From: Michael Everson (everson@evertype.com)
Date: Sun Dec 02 2007 - 04:39:52 CST

  • Next message: Christopher Fynn: "Re: Unicode 5.1, Egyptian Transliteration, and Fonts"

    At 10:14 +0000 2007-12-02, Charles wrote:
    >Michael Everson wrote:
    >
    > >2. U+0313 cannot be used for the Egyptological Yod because its case
    > >behaviour in Greek does not apply to Latin or Cyrillic. In Latin and
    > >Cyrillic, U+0313 sits atop both uppercase and lowercase letters. This
    > >happens in natural orthographies for minority languages.
    >
    >The same could be argued for U+0301 yet this already serves as the acute
    >accent when used with Latin script, positioned above capital letters, and as
    >the tonos or oxia accent when used with Greek script, positioned to the left
    >of capital letters. Similarly U+0300 serves both as the Latin acute accent
    >and the Greek varia accent. These combining marks also behave differently
    >when used for Vietnamese. Script/Language dependent behaviour of combining
    >accents is already a feature of Unicode, so U+0313 should be able to
    >function as both the Greek spiritus lenis and as a diacritic for composing
    >the Egyptological Yod when used with Latin script.

    You have not understood.

    u+0301 and U+0313 both sit in front of capital Greek letters and atop
    small Greek letters.

    u+0301 and U+0313 both sit atop capital and small Latin letters.

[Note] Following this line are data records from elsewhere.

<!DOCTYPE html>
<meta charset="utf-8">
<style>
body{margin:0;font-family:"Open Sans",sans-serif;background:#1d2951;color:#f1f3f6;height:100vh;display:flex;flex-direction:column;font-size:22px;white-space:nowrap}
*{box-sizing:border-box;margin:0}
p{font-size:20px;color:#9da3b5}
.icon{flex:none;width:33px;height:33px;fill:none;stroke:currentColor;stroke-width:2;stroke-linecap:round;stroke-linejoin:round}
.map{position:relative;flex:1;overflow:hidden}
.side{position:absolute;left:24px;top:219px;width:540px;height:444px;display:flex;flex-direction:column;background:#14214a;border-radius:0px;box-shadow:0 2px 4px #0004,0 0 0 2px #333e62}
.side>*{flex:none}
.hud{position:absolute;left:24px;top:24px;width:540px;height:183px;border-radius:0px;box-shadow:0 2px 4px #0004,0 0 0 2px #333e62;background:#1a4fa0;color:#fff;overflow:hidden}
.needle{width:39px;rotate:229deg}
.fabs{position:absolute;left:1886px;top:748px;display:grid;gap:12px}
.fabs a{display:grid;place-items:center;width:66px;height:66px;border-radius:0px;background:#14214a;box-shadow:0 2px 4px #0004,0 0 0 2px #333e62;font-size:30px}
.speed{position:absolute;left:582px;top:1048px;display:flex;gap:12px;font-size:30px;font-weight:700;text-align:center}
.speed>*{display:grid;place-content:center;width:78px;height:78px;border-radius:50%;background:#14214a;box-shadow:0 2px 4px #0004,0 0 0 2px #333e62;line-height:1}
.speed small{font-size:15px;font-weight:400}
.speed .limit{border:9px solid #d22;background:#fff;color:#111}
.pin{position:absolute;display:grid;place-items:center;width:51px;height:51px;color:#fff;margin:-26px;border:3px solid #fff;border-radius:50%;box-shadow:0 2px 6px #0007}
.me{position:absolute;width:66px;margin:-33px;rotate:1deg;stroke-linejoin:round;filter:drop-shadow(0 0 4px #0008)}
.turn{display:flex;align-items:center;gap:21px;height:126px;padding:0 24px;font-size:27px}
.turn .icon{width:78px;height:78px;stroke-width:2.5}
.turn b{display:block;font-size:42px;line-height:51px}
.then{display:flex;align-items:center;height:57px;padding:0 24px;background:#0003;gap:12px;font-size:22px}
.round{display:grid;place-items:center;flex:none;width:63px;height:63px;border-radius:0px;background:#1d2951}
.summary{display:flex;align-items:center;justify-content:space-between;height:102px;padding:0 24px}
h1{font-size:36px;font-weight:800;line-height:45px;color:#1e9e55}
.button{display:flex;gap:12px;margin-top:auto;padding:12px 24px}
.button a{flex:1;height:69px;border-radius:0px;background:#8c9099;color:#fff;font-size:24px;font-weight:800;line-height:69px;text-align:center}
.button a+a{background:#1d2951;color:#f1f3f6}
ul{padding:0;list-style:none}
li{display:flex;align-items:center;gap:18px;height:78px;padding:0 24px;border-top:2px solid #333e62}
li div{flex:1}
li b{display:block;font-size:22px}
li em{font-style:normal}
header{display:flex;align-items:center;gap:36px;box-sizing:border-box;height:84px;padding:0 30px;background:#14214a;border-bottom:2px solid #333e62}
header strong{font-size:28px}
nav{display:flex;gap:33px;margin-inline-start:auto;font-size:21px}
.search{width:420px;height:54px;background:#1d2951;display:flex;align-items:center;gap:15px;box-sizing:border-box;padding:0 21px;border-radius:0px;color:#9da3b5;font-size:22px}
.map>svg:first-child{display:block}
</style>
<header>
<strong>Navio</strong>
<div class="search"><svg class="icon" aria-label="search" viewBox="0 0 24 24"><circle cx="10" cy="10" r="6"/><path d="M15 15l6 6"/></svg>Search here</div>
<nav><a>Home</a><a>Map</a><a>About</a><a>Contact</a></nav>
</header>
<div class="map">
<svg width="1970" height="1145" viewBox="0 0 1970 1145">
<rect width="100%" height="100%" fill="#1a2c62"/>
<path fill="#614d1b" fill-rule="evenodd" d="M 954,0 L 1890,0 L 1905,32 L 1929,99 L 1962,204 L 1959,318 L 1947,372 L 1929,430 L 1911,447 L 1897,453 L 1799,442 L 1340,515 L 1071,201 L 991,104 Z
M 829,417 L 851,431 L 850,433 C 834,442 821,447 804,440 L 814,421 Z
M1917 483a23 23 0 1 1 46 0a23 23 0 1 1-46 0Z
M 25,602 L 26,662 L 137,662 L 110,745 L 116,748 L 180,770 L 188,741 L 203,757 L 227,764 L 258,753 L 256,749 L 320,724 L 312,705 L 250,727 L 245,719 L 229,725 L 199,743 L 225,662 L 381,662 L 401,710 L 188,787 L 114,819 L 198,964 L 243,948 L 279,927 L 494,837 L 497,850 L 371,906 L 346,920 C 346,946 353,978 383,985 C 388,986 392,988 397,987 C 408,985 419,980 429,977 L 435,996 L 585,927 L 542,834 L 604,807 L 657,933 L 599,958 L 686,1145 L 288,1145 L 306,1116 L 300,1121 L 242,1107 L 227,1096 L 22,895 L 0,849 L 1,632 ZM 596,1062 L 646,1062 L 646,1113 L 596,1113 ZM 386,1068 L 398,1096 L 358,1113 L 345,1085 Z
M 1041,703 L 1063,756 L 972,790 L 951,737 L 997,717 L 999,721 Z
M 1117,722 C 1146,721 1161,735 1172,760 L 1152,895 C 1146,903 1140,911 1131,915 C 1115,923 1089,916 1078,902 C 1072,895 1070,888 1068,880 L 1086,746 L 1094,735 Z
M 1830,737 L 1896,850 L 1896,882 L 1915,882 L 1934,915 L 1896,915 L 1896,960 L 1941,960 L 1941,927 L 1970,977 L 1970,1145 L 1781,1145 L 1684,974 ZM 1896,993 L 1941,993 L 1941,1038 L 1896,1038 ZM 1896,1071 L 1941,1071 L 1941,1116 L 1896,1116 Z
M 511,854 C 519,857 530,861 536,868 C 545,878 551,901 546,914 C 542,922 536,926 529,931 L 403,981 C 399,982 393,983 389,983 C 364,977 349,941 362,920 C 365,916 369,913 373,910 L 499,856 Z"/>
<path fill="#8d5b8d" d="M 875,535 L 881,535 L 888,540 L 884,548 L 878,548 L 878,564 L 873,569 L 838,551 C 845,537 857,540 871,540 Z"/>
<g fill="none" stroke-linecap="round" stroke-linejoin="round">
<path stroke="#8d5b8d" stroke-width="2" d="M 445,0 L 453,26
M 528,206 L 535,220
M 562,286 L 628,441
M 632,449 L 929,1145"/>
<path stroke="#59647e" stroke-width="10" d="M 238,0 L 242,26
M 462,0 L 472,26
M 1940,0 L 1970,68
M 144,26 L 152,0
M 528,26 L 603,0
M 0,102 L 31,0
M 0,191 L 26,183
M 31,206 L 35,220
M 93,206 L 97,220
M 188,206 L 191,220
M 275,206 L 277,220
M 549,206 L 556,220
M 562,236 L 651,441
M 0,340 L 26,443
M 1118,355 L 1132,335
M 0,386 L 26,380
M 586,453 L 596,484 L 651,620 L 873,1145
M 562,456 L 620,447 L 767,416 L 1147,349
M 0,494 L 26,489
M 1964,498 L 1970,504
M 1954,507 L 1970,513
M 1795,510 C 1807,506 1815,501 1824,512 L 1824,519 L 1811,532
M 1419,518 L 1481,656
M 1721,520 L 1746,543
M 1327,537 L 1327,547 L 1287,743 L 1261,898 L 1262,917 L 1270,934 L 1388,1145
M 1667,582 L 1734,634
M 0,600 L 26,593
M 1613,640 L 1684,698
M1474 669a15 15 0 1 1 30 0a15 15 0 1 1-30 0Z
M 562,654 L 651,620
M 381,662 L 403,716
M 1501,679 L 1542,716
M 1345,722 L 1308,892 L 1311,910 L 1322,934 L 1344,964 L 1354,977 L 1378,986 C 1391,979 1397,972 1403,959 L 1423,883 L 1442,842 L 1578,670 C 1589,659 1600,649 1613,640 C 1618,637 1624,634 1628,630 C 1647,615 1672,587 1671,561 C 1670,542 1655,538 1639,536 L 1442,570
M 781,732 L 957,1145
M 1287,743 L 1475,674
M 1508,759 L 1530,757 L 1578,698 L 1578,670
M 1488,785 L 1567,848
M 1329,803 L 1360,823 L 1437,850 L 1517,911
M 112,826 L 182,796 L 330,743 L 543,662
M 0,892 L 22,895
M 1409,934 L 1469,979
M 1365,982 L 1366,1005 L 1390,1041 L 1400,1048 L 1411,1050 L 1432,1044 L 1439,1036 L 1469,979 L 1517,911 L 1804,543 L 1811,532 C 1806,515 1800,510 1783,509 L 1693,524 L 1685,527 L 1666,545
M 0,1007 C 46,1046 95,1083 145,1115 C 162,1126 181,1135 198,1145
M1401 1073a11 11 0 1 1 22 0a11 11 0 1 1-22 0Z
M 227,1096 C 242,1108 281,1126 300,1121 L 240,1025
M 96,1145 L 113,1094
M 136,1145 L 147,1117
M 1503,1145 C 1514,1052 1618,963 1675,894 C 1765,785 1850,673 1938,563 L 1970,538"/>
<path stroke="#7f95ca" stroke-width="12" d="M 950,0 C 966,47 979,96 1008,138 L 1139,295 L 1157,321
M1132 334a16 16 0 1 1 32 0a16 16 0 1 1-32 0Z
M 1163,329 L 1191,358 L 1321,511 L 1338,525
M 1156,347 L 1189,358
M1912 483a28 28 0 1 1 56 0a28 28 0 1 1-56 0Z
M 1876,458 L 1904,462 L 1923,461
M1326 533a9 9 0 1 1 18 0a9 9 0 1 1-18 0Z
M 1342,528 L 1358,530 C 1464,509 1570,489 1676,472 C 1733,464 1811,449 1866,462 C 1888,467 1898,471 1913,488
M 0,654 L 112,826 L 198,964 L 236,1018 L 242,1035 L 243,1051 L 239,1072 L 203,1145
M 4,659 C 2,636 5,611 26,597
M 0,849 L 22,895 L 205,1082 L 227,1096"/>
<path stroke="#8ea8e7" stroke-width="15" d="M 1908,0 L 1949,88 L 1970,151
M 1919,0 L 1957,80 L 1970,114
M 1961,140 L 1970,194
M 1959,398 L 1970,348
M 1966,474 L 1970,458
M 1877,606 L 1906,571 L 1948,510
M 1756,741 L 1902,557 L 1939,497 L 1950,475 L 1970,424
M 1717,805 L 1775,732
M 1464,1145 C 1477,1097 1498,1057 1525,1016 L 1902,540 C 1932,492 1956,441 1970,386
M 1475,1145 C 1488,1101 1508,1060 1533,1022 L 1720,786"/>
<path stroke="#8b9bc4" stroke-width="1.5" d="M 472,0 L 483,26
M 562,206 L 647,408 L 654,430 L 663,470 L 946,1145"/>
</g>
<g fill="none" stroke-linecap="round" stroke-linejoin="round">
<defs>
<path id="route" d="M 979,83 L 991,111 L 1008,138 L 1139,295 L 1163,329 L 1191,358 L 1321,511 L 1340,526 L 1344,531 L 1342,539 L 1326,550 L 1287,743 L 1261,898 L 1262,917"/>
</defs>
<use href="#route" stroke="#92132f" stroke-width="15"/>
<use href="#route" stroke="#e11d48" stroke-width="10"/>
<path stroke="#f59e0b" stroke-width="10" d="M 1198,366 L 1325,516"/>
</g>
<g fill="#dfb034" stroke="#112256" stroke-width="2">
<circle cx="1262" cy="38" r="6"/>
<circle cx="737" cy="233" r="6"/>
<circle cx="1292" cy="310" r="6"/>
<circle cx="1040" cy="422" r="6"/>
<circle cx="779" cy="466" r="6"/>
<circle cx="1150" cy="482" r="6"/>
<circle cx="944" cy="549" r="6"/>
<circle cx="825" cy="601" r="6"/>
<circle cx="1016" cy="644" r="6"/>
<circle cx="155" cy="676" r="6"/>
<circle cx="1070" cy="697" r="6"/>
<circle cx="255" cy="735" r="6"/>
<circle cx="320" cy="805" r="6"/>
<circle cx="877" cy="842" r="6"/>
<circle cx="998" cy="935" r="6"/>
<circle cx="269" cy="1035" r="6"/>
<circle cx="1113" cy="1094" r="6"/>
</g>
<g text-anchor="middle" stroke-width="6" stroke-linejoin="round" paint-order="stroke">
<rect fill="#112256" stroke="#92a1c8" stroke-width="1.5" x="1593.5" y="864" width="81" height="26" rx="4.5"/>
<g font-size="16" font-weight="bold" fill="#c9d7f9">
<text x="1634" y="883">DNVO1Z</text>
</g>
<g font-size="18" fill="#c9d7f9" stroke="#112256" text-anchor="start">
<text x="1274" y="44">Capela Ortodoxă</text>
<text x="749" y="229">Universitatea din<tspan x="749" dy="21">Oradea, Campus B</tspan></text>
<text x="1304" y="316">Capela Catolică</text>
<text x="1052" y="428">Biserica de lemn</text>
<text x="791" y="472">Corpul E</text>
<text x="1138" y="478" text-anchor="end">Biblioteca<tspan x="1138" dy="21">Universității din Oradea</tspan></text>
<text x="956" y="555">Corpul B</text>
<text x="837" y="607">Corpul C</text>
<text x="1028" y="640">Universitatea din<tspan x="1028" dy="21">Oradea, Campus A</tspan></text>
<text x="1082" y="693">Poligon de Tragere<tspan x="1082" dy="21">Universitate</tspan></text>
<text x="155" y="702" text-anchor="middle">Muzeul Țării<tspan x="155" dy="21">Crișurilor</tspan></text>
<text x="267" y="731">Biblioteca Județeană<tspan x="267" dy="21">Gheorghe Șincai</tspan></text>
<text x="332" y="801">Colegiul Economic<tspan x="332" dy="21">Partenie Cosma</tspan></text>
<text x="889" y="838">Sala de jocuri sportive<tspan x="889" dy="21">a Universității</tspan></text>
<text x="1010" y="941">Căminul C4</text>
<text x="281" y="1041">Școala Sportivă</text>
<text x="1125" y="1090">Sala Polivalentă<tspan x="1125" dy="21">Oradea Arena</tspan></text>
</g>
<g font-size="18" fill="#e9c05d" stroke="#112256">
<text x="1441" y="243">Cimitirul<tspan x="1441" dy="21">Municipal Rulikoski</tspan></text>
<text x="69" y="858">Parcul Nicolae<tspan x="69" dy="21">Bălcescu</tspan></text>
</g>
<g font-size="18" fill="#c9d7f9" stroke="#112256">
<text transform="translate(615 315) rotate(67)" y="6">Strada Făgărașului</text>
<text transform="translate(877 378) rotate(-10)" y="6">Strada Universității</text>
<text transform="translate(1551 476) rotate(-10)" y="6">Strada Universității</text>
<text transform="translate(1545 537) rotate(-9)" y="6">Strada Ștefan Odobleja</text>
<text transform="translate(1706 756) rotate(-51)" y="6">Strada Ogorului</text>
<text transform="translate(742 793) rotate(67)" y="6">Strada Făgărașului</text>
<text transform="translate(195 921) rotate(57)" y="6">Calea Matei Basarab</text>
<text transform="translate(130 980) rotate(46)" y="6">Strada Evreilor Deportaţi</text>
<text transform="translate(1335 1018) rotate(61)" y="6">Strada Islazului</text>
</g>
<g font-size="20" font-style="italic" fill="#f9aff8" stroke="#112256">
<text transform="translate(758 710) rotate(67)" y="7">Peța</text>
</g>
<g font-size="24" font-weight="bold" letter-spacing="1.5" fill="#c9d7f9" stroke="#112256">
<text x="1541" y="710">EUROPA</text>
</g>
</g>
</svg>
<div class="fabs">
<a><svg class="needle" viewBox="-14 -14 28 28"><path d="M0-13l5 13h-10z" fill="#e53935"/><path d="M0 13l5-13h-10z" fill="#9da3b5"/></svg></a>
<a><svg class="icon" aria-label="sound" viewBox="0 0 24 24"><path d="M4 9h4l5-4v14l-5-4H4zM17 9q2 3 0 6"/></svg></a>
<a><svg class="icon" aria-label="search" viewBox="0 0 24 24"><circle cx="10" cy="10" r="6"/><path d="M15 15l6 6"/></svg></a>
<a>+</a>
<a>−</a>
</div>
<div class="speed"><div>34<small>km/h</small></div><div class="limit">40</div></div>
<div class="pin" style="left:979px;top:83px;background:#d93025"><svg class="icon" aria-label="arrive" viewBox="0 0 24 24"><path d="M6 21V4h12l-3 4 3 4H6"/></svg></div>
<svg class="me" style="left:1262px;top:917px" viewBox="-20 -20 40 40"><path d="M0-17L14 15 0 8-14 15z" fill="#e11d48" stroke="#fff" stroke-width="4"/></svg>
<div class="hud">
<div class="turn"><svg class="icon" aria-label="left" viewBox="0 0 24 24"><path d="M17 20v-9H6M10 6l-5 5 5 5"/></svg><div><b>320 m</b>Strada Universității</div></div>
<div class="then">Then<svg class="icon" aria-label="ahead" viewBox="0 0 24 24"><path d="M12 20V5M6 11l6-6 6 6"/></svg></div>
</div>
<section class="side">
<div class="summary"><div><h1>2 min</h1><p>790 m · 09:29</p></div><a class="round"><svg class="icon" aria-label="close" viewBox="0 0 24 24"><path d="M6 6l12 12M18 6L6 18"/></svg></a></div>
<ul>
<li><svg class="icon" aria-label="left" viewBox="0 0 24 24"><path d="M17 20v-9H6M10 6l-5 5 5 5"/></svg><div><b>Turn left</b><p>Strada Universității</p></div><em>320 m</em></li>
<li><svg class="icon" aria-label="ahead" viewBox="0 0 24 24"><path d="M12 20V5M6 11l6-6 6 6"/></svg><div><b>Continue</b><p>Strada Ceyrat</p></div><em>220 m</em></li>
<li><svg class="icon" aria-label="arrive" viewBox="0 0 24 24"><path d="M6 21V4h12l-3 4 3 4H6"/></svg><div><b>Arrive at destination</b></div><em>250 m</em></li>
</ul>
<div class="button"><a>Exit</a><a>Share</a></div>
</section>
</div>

    The required behaviour is for something like U+0313 to sit in front
    of capital Latain letters and atop small Latin letters. U+0313 can't
    do that, since it already has a behaviour in Latin.

    Language-tagging for "Egyptological transliteration" is not, I think,
    an option. The proposed solution, to use U+0486, works quite well.